How MicroPyramid approaches Django auth security

We have built and secured Django applications for 12+ years across 50+ delivered projects, covering login hardening, MFA roll-outs, SSO and audit-ready access controls. When we add MFA we default to maintained tooling (django-otp / django-two-factor-auth), ship recovery codes and rate limiting from day one, and add WebAuthn for high-risk roles.

If you are planning authentication work, our Django development services and broader Python development services cover secure authentication design, while our software testing services include security and regression testing for login and MFA flows.

Frequently Asked Questions

Should I use the django-mfa package in 2026?

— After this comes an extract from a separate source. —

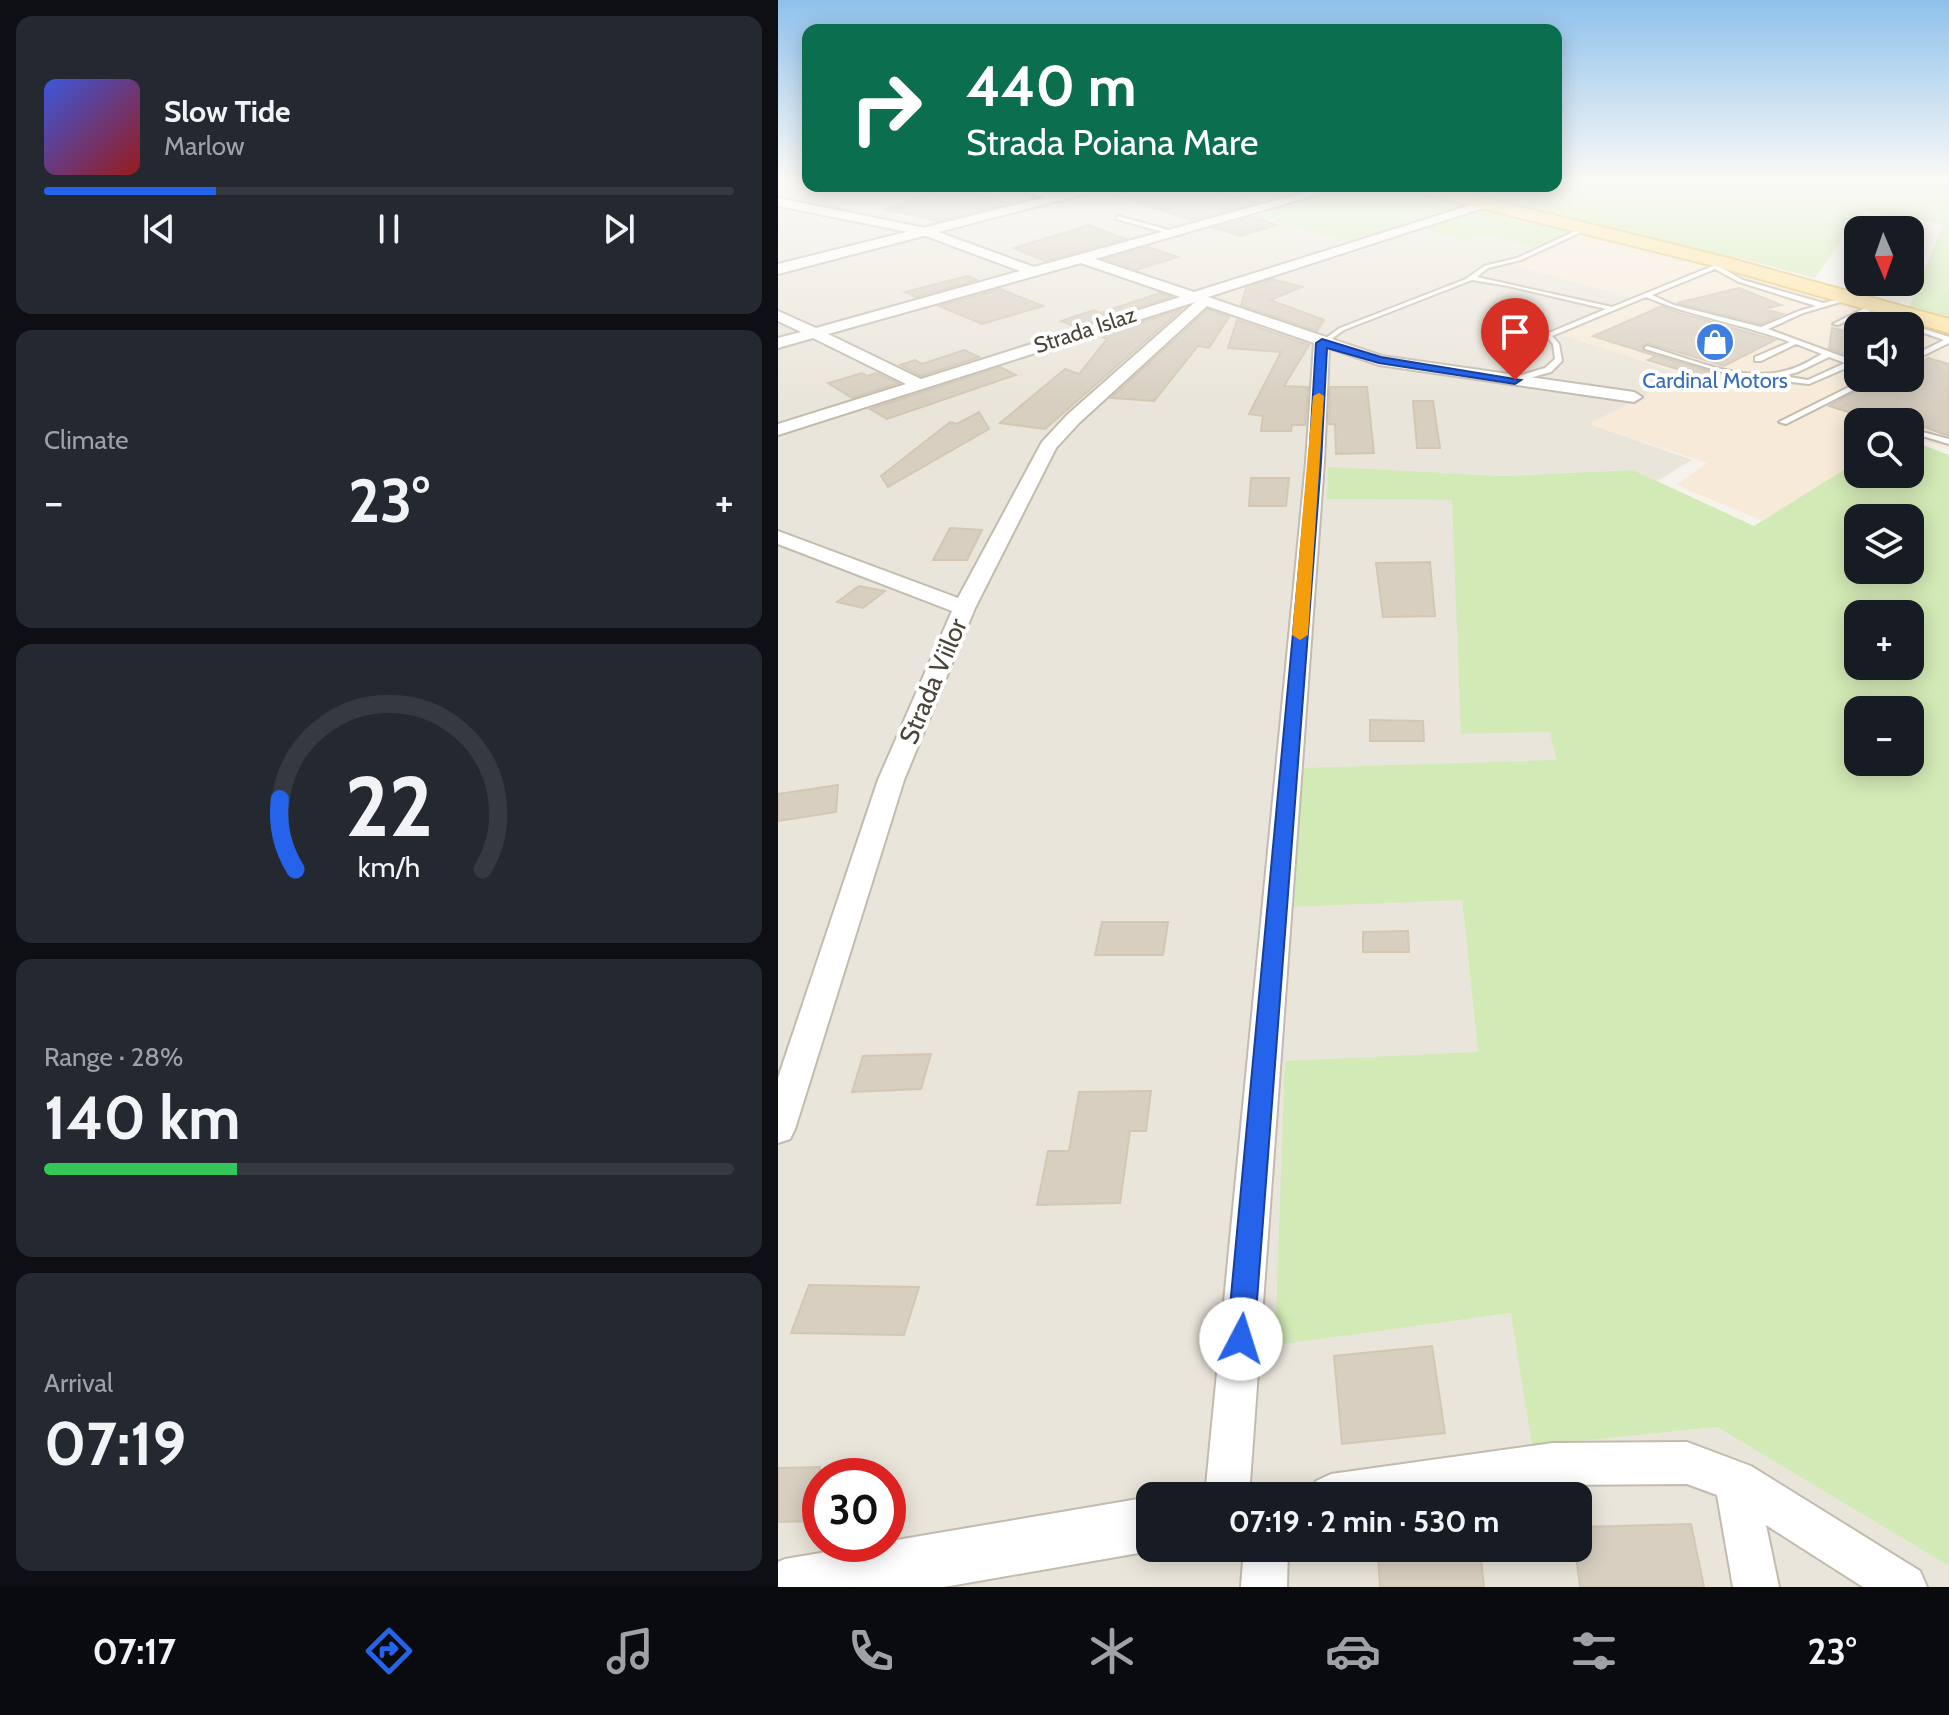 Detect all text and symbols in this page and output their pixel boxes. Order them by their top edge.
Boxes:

No. The standalone django-mfa package is effectively unmaintained and targets old Django/Python. Use django-otp for low-level control or django-two-factor-auth for a complete, ready-made 2FA flow — both are actively maintained under Jazzband.

Is TOTP tied to Google Authenticator?

No. TOTP is an open standard (RFC 6238). The secret you provision works with any compliant app — Google Authenticator, Authy, 1Password, Microsoft Authenticator and others. Your Django app emits a standard otpauth:// URI; which app the user scans it with is up to them.

What happens if a user loses their phone?

They sign in with a backup/recovery code, then re-enrol a new device. That is why you must generate and show one-time recovery codes (via django-otp's static-token device) at enrolment. As a fallback, an admin can delete the user's TOTP device to reset MFA.

Is TOTP secure enough, or should I add passkeys?

TOTP is a solid baseline and far better than passwords alone, but it is not phishing-resistant — codes can be relayed by a fake login page. For admins and high-risk accounts, add WebAuthn/passkeys (FIDO2), which bind the credential to your site's origin and cannot be phished.

How do I enforce MFA across my Django site?

Install OTPMiddleware after AuthenticationMiddleware, then gate views with the @otp_required decorator or check request.user.is_verified(). Set LOGIN_URL = "two_factor:login" so unauthenticated users are routed through the 2FA-aware login flow.

Can I require MFA for the Django admin?

Yes. django-two-factor-auth can patch the admin so staff must pass a second factor — swap in its AdminSiteOTPRequired admin site (or use its patch helper) so the admin login enforces MFA for every staff user.